Let us now think about what Europe sells. What is European competitiveness based on? We Europeans sell, both in the US and in China, pharmaceutical products, scientific instruments and the full spectrum of food-, health- and environment-related technology. It should be appreciated that equality is not only a founding value of Europe, it is also the only value underpinning its development. The fact that we export technologies linked to quality of life and to the centrality of the person is more a question of values than of value in an economic sense. For this reason, it has to be understood that the development of artificial intelligence needs to be pursued in parallel with environmental and human goals, a concept that, in turn, has to form the basis of Europe’s growth and development in the coming years.
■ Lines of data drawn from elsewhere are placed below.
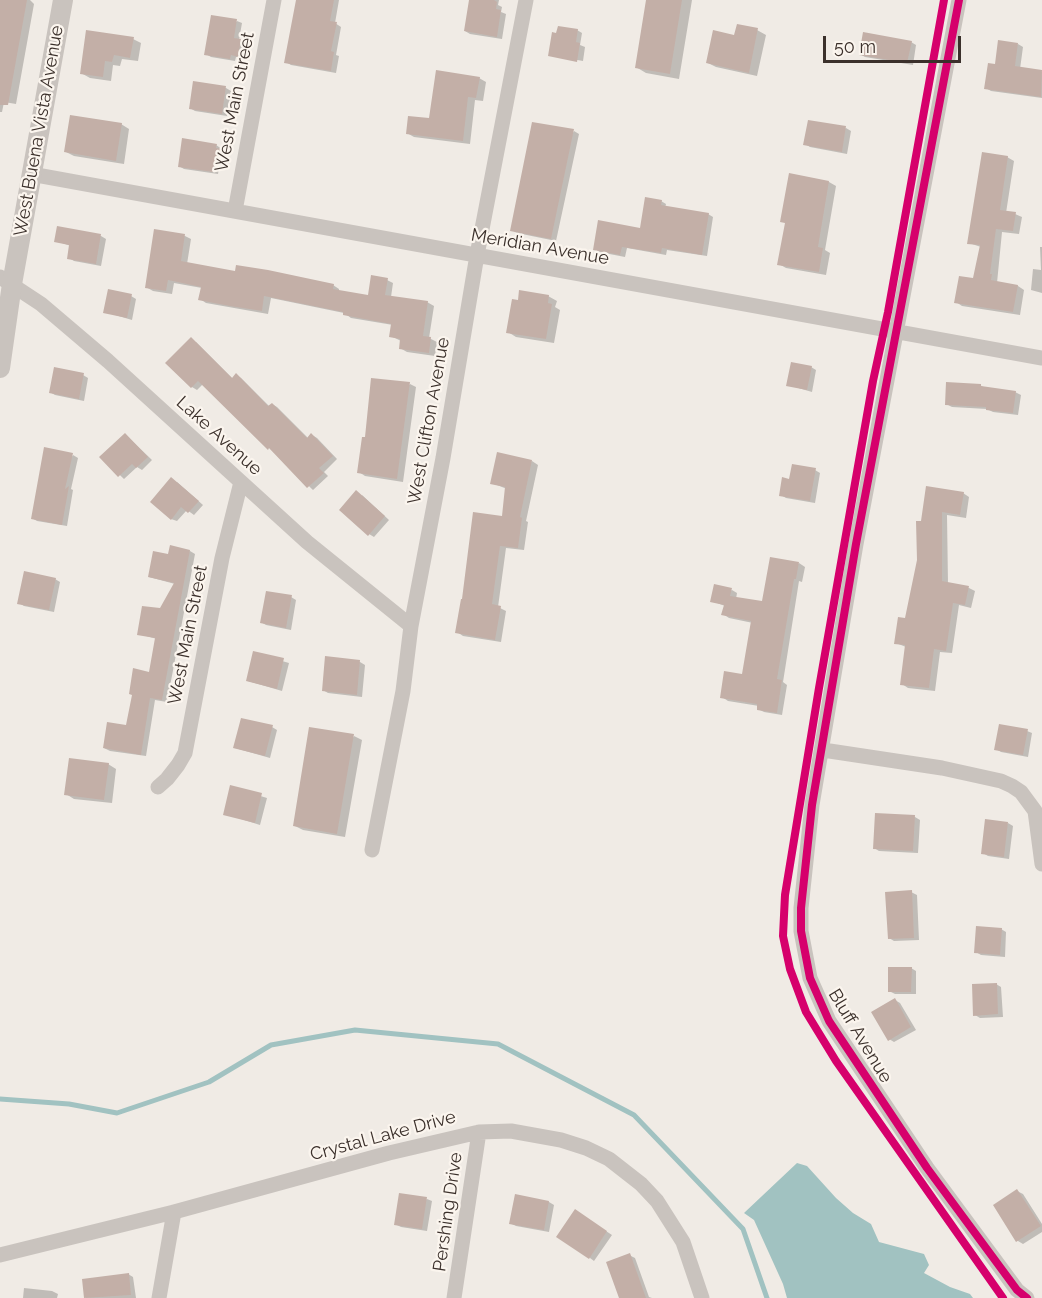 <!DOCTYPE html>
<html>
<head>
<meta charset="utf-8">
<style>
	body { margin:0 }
	#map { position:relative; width:1042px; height:1298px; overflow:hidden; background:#f0ebe5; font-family:Raleway,sans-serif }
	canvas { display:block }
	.scale { position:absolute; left:823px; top:36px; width:138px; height:27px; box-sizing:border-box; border:3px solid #3b302b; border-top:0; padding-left:8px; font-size:18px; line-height:21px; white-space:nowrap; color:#3b302b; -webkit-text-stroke:4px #fbf5ee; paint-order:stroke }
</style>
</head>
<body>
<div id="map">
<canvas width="1042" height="1298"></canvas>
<div class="scale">50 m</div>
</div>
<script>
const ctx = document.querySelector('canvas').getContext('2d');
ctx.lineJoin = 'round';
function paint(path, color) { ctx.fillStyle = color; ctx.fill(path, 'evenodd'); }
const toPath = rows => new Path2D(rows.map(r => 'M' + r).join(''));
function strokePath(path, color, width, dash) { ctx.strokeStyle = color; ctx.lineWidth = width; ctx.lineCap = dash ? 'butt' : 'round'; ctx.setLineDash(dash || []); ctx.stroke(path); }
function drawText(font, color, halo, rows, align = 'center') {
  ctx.font = font + ' Raleway,sans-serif'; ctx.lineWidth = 4.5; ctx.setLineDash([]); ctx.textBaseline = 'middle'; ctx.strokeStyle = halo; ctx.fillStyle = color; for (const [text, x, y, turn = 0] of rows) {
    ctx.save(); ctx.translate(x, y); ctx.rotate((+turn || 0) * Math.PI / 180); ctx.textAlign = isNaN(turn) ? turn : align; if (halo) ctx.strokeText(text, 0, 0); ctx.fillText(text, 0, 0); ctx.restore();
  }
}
paint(toPath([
	[797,1163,807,1166,836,1198,853,1213,871,1224,879,1242,924,1254,929,1265,924,1273,950,1287,970,1294,973,1298,787,1298,783,1284,754,1220,744,1213]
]), '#a1c2c1');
paint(toPath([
	[0,0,30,0,34,4,16,104,4,102,2,112,0,112],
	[297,0,339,0,335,23,341,27,336,55,339,56,336,73,291,65,286,62],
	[470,0,499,0,498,5,502,7,501,12,506,14,502,39,470,34,465,31],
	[647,0,692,0,679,79,646,73,636,67],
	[237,21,242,23,239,40,246,44,243,58,236,57,235,61,211,57,206,54],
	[577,30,582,33,580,45,585,47,583,61,550,55],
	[757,30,766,35,757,76,716,67,708,63,735,37],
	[133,39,141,43,138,61,122,59,120,66,113,65,111,81,90,78,81,73],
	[911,42,916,45,913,65,865,57,860,54],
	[1018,44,1023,47,1020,69,1042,72,1042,98,991,91,986,88,996,65],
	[479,78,486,82,483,101,475,100,470,144,414,137,407,133,430,120],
	[194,83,226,88,231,91,227,116,195,111,190,108],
	[121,124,129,129,124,164,74,156,66,152],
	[846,128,851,131,847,154,810,147,805,144],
	[574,131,579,134,556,241,517,233,512,230],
	[216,145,228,153,226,169,219,168,218,174,184,169,179,166],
	[1007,157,1014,161,1006,213,1015,214,1022,217,1019,234,1002,232,997,283,1018,286,1024,290,1020,315,962,306,956,302,975,280,981,247,969,243],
	[790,175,829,182,836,186,825,250,830,253,826,275,786,268,779,264,787,224],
	[661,201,666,204,665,208,708,214,713,217,707,256,667,250,666,255,627,248,625,257,599,252,594,249,641,229],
	[156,231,185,236,191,239,187,264,236,273,333,285,339,289,339,292,369,297,387,280,393,283,391,297,427,302,434,306,429,338,437,342,435,356,407,352,400,348,401,341,391,336,393,325,351,318,344,313,271,298,268,314,206,303,200,299,202,288,174,283,172,294,153,291,146,287],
	[101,236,106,239,101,266,74,261,69,258,71,246,56,241],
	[1040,247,1042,247,1042,293,1031,290,1033,269,1041,270],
	[131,296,136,299,132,320,105,312],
	[548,296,557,301,555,307,560,310,554,343,516,337,508,332,519,301],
	[196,342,233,379,236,375,241,378,270,407,272,404,277,407,308,438,312,435,317,438,337,459,324,472,328,476,313,490,203,384,197,390,192,387,167,363],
	[811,367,816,370,812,392,788,385],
	[83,375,88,378,84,401,55,395,50,392],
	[410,384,416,387,403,482,365,476,359,472,366,439],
	[980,385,986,389,1015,392,1021,395,1018,415,993,412,987,409,952,407,946,404],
	[125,434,152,460,142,470,137,467,124,479,101,457],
	[73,455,78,458,71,489,73,490,67,526,37,521,32,518],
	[532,461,538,465,526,521,528,522,524,550,506,548,498,607,506,611,501,642,463,636,457,632,504,517,507,489,492,483],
	[815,470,820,473,815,503,786,498,781,495,791,481],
	[177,482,203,505,194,515,187,510,177,521,171,519],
	[963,493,969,497,966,518,947,515,948,584,969,588,975,591,971,608,959,605,952,653,940,652,935,691,908,688,902,684,906,647,896,643,907,620,918,561,922,522],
	[362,495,389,520,374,537,369,534],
	[190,551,195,554,167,702,155,700,146,756,110,751,104,748,128,727,151,673,157,639,139,634,161,610,175,584,149,577,169,556],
	[799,563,805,567,802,582,799,581,783,682,787,685,782,715,764,712,758,709,759,706,728,701,722,697,743,675,753,623,729,618,723,614,725,606,712,601,732,590,737,593,736,599,764,603],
	[55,579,60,582,54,612,24,606,19,603],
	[291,597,296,600,291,630,266,625,261,622],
	[254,653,289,663,282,691,248,681],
	[326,658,360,662,365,665,362,697,328,693,323,690],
	[272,727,277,730,270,758,235,748],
	[1027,731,1032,733,1028,757,1001,752,996,749],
	[354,736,362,740,345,837,303,830,295,826],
	[108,764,116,769,112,803,74,799,66,794],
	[231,787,267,798,260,825,225,814],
	[876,814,915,817,920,820,918,853,879,851,874,848],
	[1008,823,1013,826,1009,859,988,856,983,853],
	[911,892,917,895,919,940,894,941,889,938],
	[1001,929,1006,932,1005,957,981,955,976,952],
	[911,968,916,971,916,994,895,994,889,991],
	[996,984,1001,987,1003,1017,980,1018,975,1015],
	[895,1000,900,1003,916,1030,894,1042,889,1039],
	[1017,1191,1023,1194,1042,1224,1042,1232,1023,1244,1018,1241,995,1206],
	[516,1196,549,1202,554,1205,549,1232,516,1226,510,1223],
	[427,1199,432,1201,427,1231,401,1227,395,1224],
	[580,1214,612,1235,594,1261,590,1258],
	[629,1255,635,1258,649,1297,652,1298,621,1298],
	[128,1274,133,1277,136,1298,86,1298,83,1280],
	[24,1288,52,1291,58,1294,57,1298,23,1298]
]), '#0003');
strokePath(toPath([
	[0,1099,69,1104,117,1113,209,1082,271,1045,355,1030,498,1044,634,1115,743,1229,767,1298]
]), '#a1c2c1', 5);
paint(toPath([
	[0,0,27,0,8,105,0,105],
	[296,0,334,0,330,21,337,22,331,51,334,52,331,71,284,63],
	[469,0,494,0,497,2,496,9,501,10,497,37,464,31],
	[646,0,682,0,670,74,635,68],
	[211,15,237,19,234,38,241,39,238,57,231,55,230,59,204,55],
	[737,24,758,28,749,73,706,63,713,30,734,35],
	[558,26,578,29,576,42,580,43,577,62,548,56,552,32,556,33],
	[86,30,134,37,130,58,114,55,112,62,105,61,103,77,80,74],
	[863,32,912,41,907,63,859,55],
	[998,40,1018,43,1015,66,1042,70,1041,97,984,89,988,63,995,64],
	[436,70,480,77,476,98,468,97,463,141,406,134,408,116,429,118],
	[193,81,226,86,222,114,189,109],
	[70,115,122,123,116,161,64,152],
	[808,120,846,126,842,152,803,145],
	[532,122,574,129,551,239,510,231],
	[182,138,217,144,216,148,223,149,221,167,214,166,213,172,178,167],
	[982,152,1008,156,1000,210,1016,212,1013,231,996,229,990,274,992,274,991,280,1018,285,1013,312,954,303,959,276,973,278,980,245,967,244],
	[789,173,829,181,818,247,823,248,819,272,777,265,785,223,780,222],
	[645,197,662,200,661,205,709,213,702,255,662,248,661,253,622,247,620,255,593,250,598,220,640,228],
	[57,226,101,234,96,264,67,259,69,245,54,242],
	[154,229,185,234,181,261,235,271,236,265,268,270,334,284,333,289,368,295,371,275,388,278,385,295,428,301,423,336,431,337,429,353,399,349,400,339,389,337,391,324,343,315,343,312,264,296,262,311,230,306,198,300,201,287,168,280,166,291,145,288],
	[108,289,132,294,127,318,103,313],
	[519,290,549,295,548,303,552,304,546,339,506,333,512,299,518,300],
	[191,337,232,378,236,373,268,406,272,403,307,438,311,433,333,456,319,468,324,473,307,488,269,448,268,450,198,381,191,388,165,363],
	[791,362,812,366,807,390,786,386],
	[54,367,84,373,79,399,49,393],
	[371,378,410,382,397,479,357,473,362,437,365,437],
	[946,382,981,384,981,386,1016,391,1013,413,986,410,986,407,945,405],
	[125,433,148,457,136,468,132,464,118,477,99,457],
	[44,447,73,453,65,489,69,486,62,525,31,519],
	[497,452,532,460,520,517,522,518,518,548,500,546,492,604,501,606,495,640,455,633,461,599,462,599,473,512,502,516,505,487,490,484],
	[792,464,816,468,810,501,779,496,782,477,789,479],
	[171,477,199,501,188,513,181,507,171,520,150,502],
	[926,486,964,492,960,515,942,512,942,581,969,586,965,605,953,603,946,651,934,649,929,688,900,685,905,645,894,644,898,617,905,618,917,560,916,521,921,521],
	[356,490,385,516,368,536,339,510],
	[170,545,190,550,162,700,150,698,141,755,103,748,107,722,126,725,132,695,129,694,133,668,149,672,155,638,137,635,142,606,160,608,174,583,148,577,153,551,168,554],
	[770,557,799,562,796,579,794,579,777,679,782,680,777,713,757,710,757,704,720,698,724,671,742,674,751,621,721,615,724,605,710,602,714,584,732,588,730,596,762,601],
	[24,571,56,578,49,610,17,604],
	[266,591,292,595,286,628,260,623],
	[253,651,284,658,277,689,246,681],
	[325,656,360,660,357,695,322,691],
	[241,718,273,725,265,756,233,748],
	[999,724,1028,729,1023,755,994,750],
	[309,727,354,734,337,834,293,826],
	[69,758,109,763,104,800,64,795],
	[230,785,262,793,255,823,223,815],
	[875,813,915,815,913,851,873,849],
	[985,819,1008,822,1004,857,981,854],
	[912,890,914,938,888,939,885,892],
	[976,926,1002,928,1000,955,974,953],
	[888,967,912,967,911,992,888,992],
	[997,983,998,1014,973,1016,972,984],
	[895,998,911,1027,888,1041,871,1012],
	[1017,1189,1041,1226,1016,1242,993,1205],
	[399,1193,427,1197,422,1229,394,1225],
	[515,1194,549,1201,544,1230,509,1224],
	[575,1209,607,1231,589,1259,556,1237],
	[630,1253,646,1298,619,1298,606,1262],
	[129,1273,131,1295,84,1298,82,1279]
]), '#c3afa7');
strokePath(toPath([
	[959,0,856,544,812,805,801,908,801,931,810,978,829,1021,927,1168,1017,1290,1027,1298],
	[31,174,1042,358],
	[235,211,274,0],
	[0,277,41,304,108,361,307,542,411,626],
	[823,750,942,768,1001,781,1012,786,1021,792,1035,811,1042,864],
	[158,787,167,779,178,765,185,753,222,558,241,482],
	[372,850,403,691,411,626,443,458,477,255,526,0],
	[0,1255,174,1212,389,1153,479,1132,511,1131,561,1140,586,1148,609,1159,641,1184,657,1201,683,1242,702,1298],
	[159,1298,174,1212],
	[454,1298,479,1132]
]), '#c9c3be', 15);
strokePath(toPath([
	[0,368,12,284,63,0]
]), '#c9c3be', 20);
strokePath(toPath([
	[944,0,888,312,873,381,819,688,785,895,783,936,790,969,806,1012,836,1061,1003,1298],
	[959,0,856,544,812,805,801,908,801,931,810,978,829,1021,927,1168,1017,1290,1027,1298]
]), '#d6006c', 8);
drawText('18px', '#3b302b', '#fbf5ee', [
	["West Main Street",235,102,-79],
	["West Buena Vista Avenue",39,131,-80],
	["Meridian Avenue",540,247,10],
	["West Clifton Avenue",429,421,-80],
	["Lake Avenue",219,436,42],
	["West Main Street",188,635,-79],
	["Bluff Avenue",860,1036,59],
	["Crystal Lake Drive",383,1136,-15],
	["Pershing Drive",448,1212,-82]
]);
</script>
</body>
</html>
Take digital production: semiconductors, circuits, phones and computers, operating systems and networks. China, Taiwan and Hong Kong hold 90 per cent of the semiconductor market (incidentally, there is nothing romantic about China’s interest in Taiwan — what China wants is control of this market). This group of countries holds 90 per cent, or almost 100 per cent if we include Korea, of the printed circuit board market. Japan, on the other hand, is almost in free fall. As for operating systems, Google controls 90 per cent of the global market. Americans are also sector leaders when it comes to browsers, while there is not even a single European name among the owners of the first six social media platforms (actually four, if you consider that WhatsApp, Instagram and Facebook are all under the same ownership), which are together worth eight billion contacts per month. In short, as far as the digital sector is concerned, from a production point of view, we are not part of the picture. All we can do is apply the technology.
Europe has to have the ability to defend, at global level, a position that must, crucially, rest on equality and democracy, because equality, democracy and peace are the values supporting our growth. And in any case, if they are not there, the single states are too small to go it alone, not least because development within each of them is becoming concentrated in just a part of the country. In Italy, for example, the entire population is coming to rely upon the Milan-Venice and the Milan-Bologna axes.
Europe wins only when it plays together. Demographic decline and low growth are forcing us to look far ahead. And if we are not able to do this, it is not only us, but the entire world, that will pay the price.
It would be a good thing if universities could also learn to play together, to prevent us all from counting less and less and becoming more and more irrelevant, marginal and old. As European universities, we need to leverage our wisdom and experience, drawing strength from the knowledge that we will always be there, outlasting every government.
Patrizio Bianchi
[*] This text is based on an address given during a debate on Sovereignty and Subsidiarity: Two Souls of European federalism held in Ferrara on 13 April 2020 and organised by the Debate Office of the European Federalist Movement.